→ Problem statement
The expected answer is every line from the material below that has the word "Pflanzer".

→ Information shown
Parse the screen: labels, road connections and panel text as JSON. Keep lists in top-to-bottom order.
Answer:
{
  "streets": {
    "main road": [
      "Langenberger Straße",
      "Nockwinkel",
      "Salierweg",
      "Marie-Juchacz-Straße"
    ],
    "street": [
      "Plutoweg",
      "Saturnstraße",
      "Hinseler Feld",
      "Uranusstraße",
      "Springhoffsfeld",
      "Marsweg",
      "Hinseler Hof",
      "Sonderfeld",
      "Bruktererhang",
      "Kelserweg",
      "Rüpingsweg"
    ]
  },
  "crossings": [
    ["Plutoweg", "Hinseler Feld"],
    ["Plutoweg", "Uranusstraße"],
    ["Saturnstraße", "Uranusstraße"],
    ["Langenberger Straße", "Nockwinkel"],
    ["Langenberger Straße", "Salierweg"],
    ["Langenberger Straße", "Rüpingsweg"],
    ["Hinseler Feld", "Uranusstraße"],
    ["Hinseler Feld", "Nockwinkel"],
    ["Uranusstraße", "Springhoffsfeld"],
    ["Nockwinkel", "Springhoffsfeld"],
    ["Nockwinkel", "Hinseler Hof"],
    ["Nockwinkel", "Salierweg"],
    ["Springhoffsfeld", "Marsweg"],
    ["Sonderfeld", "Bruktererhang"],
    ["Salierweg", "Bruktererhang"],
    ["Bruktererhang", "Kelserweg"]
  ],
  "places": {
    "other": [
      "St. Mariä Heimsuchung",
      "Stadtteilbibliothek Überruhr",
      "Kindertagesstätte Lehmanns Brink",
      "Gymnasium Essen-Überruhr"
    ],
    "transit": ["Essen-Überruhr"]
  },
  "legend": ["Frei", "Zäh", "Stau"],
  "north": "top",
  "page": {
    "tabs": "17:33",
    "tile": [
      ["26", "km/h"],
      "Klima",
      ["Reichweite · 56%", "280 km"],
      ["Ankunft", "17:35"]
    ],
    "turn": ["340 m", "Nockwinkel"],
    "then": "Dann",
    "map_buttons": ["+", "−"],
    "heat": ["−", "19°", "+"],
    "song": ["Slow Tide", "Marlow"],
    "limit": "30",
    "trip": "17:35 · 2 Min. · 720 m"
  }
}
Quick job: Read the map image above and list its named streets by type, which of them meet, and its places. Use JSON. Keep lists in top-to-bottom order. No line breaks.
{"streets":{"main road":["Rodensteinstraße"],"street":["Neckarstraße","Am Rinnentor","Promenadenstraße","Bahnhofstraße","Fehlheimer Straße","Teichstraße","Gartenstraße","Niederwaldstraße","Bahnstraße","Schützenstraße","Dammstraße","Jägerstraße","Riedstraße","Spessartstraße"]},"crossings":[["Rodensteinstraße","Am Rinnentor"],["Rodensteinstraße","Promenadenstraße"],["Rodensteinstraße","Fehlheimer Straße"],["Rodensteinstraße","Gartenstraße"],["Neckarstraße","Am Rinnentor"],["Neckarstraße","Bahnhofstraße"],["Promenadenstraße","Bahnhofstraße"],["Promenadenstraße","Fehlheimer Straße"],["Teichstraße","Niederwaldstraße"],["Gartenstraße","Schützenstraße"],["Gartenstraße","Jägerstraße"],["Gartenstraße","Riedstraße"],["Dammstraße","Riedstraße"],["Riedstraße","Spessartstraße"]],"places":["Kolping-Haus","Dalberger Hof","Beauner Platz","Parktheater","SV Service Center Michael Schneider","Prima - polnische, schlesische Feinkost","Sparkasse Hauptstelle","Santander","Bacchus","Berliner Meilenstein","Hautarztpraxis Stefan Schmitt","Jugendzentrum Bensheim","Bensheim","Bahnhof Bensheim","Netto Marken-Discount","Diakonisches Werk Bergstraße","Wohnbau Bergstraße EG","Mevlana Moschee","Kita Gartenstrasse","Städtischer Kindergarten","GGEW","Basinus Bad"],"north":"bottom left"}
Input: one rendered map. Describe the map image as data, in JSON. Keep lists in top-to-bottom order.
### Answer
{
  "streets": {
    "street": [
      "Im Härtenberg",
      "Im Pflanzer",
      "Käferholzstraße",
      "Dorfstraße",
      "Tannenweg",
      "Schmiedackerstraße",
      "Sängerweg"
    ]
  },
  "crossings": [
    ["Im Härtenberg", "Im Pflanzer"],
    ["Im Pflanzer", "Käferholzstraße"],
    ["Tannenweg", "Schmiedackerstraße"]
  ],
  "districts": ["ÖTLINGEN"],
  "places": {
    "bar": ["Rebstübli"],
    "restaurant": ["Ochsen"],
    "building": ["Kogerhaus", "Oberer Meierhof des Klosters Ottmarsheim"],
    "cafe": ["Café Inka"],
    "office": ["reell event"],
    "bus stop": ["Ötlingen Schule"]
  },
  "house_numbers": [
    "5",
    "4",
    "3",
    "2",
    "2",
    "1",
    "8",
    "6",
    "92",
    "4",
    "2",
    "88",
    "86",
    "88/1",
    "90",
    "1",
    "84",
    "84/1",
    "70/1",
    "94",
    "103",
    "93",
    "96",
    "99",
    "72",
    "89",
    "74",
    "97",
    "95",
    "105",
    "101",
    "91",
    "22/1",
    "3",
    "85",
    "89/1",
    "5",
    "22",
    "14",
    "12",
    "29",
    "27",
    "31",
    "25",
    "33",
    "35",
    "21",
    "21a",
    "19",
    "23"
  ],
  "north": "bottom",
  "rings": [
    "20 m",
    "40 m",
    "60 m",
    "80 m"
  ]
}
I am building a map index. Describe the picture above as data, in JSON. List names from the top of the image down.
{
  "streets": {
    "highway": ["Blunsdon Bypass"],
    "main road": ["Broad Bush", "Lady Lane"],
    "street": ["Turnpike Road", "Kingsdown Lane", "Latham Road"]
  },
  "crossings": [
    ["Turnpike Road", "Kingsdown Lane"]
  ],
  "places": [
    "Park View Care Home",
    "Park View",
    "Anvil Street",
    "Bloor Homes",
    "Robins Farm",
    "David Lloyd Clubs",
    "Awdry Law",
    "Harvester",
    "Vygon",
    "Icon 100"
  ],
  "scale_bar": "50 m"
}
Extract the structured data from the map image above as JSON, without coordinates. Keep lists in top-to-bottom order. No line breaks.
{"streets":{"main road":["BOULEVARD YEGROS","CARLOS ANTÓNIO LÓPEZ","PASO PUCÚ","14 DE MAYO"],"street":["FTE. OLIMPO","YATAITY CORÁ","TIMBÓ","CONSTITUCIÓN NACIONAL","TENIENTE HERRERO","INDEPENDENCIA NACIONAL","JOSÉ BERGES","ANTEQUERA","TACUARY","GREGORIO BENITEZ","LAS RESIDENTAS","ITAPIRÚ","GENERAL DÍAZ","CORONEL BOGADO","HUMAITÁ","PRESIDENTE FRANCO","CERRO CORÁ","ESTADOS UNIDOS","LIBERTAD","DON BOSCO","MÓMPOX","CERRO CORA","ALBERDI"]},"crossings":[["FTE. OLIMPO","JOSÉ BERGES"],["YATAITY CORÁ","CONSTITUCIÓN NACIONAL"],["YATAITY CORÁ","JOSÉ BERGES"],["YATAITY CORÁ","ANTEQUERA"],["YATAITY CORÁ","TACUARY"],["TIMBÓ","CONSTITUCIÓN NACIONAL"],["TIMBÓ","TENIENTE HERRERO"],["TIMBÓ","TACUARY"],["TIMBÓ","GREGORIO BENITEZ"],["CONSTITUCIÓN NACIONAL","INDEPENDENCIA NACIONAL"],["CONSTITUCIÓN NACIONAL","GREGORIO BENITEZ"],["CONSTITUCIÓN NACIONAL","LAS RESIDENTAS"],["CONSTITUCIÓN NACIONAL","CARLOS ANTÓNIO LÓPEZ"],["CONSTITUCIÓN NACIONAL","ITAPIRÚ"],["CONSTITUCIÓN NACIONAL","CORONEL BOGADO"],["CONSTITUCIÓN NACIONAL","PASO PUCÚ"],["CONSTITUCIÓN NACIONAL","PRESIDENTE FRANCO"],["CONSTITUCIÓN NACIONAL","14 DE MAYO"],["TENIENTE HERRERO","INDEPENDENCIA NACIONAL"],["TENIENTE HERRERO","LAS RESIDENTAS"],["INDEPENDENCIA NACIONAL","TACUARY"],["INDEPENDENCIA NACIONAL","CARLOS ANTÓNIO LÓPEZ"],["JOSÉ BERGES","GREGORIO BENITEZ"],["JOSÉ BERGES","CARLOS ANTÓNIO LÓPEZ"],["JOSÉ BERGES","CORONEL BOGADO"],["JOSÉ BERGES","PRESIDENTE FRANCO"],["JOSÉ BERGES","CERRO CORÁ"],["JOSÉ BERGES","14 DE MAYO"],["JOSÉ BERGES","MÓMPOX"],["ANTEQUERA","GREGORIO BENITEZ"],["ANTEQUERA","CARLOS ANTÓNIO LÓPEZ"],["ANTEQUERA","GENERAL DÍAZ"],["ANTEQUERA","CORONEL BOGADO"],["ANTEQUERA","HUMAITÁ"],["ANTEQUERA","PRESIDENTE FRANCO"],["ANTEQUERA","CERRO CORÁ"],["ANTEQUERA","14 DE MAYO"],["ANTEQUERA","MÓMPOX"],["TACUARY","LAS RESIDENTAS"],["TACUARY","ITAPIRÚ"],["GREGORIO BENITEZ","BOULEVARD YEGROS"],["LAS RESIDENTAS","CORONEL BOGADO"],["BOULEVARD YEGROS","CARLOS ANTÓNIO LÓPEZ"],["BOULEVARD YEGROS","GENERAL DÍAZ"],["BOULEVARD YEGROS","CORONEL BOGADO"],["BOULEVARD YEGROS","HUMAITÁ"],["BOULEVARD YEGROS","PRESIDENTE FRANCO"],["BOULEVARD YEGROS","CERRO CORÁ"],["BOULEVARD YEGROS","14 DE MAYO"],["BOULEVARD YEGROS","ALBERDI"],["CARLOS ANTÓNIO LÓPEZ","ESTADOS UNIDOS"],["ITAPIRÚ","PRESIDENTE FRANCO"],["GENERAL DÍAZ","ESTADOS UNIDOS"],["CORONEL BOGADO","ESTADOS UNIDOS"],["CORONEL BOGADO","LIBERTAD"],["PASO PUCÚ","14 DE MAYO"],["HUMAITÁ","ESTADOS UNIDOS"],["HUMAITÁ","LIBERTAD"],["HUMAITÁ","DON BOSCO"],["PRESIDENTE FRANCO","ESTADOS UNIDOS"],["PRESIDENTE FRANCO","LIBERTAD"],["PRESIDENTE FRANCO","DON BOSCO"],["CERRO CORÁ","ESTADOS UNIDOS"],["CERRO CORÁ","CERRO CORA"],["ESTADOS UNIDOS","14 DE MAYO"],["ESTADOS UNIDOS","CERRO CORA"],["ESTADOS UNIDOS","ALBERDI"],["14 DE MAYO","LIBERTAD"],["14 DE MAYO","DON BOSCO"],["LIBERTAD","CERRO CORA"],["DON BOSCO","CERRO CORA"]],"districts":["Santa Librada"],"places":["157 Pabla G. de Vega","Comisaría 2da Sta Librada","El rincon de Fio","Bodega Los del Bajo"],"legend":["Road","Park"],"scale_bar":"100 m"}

→ Task response
      "Im Pflanzer",
    ["Im Härtenberg", "Im Pflanzer"],
    ["Im Pflanzer", "Käferholzstraße"],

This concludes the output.